#### LISTED RECORDS
···
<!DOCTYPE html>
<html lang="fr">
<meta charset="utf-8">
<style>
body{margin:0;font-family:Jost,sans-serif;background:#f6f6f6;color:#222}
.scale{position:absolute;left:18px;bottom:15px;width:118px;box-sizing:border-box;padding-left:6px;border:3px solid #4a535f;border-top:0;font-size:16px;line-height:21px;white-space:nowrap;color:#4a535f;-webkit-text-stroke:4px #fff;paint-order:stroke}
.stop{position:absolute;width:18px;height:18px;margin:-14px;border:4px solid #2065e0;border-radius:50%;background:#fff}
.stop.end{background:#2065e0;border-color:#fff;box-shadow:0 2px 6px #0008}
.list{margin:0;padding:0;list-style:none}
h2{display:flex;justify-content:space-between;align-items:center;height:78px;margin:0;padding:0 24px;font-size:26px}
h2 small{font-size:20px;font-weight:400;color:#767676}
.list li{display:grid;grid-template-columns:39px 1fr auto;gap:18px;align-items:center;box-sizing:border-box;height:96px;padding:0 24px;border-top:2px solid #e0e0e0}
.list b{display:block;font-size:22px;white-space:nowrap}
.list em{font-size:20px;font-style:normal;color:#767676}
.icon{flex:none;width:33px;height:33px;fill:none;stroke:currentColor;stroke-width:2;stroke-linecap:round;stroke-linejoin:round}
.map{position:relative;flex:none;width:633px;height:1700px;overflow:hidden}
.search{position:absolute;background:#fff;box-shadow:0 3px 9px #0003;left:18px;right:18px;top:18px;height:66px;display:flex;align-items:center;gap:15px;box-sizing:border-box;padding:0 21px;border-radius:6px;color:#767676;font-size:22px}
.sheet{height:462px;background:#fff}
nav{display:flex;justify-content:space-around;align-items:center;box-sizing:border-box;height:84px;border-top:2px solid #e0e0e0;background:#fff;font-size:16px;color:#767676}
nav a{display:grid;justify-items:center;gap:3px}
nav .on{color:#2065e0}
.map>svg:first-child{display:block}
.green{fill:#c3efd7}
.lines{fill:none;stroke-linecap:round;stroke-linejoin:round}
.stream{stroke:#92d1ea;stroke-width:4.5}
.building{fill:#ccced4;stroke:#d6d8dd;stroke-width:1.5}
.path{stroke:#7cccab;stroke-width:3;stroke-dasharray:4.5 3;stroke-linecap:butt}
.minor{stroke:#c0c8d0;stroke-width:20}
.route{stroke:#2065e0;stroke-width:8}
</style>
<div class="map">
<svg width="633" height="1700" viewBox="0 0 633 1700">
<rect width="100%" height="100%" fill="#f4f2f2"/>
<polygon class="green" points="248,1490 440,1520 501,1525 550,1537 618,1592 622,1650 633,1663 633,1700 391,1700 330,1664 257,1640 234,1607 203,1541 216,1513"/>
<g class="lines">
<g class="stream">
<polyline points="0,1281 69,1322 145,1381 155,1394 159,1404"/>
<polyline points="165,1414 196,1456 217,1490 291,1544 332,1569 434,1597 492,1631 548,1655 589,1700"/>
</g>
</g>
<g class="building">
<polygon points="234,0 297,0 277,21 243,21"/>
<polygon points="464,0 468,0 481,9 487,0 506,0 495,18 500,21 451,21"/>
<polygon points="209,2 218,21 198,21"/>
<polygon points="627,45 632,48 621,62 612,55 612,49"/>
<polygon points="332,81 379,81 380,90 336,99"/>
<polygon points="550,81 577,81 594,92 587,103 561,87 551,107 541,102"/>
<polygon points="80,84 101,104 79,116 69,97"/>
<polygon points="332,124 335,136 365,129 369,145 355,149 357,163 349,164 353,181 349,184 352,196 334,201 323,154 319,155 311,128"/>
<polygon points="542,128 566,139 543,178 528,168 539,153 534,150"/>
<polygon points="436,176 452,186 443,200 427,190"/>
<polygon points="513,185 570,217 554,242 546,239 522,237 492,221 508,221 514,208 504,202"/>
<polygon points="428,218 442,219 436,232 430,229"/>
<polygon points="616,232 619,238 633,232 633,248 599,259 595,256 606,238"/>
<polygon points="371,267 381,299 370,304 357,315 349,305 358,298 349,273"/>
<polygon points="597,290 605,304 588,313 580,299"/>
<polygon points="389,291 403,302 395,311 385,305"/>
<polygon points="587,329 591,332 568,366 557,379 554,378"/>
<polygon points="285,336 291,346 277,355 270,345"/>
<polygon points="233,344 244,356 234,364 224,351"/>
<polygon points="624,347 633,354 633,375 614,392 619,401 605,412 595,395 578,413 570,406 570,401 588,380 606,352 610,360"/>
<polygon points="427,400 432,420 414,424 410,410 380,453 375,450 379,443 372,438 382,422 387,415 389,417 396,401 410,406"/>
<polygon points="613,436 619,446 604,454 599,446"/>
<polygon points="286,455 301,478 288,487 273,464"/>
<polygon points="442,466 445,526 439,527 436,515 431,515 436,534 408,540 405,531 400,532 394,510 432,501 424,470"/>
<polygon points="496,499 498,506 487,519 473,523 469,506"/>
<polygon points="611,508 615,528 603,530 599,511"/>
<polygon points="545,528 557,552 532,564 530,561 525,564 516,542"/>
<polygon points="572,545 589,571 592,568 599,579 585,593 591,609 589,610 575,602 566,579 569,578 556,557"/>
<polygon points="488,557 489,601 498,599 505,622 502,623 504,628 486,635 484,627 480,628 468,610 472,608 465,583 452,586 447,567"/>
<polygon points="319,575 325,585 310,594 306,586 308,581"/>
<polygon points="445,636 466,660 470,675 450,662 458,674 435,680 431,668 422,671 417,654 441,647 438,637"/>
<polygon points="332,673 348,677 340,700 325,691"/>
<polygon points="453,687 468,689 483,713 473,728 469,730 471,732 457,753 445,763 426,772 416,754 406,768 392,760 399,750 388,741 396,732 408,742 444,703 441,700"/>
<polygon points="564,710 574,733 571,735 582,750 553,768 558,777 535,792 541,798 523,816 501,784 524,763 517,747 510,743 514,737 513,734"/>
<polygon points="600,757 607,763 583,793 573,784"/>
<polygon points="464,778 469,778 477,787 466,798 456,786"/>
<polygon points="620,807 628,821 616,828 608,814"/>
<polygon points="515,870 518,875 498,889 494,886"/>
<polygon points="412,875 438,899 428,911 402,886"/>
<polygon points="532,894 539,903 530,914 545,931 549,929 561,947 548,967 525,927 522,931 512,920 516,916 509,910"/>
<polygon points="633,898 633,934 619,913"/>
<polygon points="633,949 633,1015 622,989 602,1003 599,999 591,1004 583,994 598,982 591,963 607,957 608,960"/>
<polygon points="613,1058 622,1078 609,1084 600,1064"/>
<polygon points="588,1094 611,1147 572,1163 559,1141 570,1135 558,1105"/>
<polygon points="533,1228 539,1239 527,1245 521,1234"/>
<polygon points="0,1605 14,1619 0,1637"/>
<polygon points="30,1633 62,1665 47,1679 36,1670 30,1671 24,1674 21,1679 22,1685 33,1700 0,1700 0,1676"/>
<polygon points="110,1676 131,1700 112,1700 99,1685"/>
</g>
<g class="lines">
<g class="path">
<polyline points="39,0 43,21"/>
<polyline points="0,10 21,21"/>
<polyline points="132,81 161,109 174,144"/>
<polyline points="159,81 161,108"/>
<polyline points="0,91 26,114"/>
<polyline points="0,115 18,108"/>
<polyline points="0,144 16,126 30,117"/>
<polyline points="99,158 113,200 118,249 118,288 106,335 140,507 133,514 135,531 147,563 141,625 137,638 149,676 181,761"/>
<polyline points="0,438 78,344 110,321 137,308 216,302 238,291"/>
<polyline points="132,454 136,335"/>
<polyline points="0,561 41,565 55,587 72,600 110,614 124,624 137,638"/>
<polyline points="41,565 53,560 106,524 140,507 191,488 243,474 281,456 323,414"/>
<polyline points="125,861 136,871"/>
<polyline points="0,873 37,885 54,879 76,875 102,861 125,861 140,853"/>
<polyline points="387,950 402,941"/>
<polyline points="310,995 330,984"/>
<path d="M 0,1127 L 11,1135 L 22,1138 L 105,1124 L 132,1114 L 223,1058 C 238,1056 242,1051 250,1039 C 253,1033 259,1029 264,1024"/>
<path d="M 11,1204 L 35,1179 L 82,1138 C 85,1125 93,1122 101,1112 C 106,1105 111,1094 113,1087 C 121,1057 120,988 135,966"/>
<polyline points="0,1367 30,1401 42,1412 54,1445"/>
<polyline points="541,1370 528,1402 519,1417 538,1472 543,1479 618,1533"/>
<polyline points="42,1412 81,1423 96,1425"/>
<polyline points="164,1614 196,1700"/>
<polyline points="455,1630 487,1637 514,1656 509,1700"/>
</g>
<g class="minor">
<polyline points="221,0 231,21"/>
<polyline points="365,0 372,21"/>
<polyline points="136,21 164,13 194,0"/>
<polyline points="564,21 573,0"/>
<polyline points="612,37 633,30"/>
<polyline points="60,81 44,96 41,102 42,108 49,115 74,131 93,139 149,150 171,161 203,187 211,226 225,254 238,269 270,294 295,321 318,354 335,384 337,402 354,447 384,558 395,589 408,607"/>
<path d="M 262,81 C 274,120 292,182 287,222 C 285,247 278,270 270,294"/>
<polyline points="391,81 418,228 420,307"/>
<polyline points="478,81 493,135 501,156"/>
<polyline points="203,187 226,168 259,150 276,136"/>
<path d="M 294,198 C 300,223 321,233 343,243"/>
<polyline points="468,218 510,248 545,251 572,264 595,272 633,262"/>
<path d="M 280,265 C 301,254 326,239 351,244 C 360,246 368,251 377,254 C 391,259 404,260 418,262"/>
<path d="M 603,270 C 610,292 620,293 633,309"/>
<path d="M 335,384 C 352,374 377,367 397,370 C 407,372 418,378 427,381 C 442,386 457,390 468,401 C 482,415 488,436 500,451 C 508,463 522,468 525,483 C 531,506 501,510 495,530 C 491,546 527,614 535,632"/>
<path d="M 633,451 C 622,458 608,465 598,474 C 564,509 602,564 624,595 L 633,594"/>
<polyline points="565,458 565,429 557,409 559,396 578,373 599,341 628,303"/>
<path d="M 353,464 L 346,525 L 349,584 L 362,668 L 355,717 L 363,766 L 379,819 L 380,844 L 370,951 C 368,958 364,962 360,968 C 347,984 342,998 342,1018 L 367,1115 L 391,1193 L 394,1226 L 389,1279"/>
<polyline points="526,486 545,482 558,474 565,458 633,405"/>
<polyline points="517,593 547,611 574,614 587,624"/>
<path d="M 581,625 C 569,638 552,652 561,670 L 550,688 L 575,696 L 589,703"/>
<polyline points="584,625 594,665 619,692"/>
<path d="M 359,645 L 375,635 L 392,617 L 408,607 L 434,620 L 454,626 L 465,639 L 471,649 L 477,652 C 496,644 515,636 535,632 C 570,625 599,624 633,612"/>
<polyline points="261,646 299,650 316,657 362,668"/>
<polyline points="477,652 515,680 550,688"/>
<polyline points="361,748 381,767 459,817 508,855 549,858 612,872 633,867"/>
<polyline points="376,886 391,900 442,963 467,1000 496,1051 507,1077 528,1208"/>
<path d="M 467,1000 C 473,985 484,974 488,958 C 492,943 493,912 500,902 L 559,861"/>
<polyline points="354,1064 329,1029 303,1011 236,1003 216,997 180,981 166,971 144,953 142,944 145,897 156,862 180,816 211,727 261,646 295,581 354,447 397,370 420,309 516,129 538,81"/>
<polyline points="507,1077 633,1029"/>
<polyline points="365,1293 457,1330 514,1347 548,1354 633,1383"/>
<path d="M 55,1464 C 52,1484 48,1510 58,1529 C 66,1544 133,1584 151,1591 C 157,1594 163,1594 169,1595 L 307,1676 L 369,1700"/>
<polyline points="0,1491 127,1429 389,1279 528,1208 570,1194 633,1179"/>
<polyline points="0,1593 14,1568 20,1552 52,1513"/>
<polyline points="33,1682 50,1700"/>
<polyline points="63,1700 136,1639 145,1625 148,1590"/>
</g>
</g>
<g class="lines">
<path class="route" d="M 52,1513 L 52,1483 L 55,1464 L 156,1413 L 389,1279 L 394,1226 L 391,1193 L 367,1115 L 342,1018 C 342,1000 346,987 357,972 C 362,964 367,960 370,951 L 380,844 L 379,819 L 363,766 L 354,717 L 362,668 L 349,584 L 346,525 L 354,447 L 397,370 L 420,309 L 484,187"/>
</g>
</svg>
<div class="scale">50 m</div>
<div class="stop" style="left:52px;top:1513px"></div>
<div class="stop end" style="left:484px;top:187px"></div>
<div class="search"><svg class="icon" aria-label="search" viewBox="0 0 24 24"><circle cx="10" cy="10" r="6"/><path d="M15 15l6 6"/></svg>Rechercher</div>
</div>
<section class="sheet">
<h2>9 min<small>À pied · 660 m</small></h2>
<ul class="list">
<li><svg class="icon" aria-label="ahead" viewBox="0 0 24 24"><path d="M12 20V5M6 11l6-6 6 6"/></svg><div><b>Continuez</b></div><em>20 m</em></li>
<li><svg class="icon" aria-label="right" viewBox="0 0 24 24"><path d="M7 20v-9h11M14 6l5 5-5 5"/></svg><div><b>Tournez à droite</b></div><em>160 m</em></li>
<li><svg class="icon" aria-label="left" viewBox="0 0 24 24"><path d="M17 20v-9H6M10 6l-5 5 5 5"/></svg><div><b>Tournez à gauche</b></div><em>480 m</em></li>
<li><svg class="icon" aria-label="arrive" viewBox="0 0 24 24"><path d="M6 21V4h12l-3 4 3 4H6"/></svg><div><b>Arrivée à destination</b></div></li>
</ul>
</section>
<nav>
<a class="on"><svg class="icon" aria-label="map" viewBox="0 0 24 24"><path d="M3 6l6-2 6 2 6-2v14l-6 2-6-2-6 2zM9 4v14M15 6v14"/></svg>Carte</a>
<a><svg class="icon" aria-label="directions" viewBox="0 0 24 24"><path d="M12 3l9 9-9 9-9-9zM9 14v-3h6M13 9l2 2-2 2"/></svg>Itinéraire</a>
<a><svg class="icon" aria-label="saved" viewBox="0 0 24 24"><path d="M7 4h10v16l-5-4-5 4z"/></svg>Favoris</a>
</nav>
···
#### PROBLEM TO WORK ON
Sift the material for lines that include the word "grid", and copy each one.

#### SOLUTION FOR THIS EXERCISE
.list li{display:grid;grid-template-columns:39px 1fr auto;gap:18px;align-items:center;box-sizing:border-box;height:96px;padding:0 24px;border-top:2px solid #e0e0e0}
nav a{display:grid;justify-items:center;gap:3px}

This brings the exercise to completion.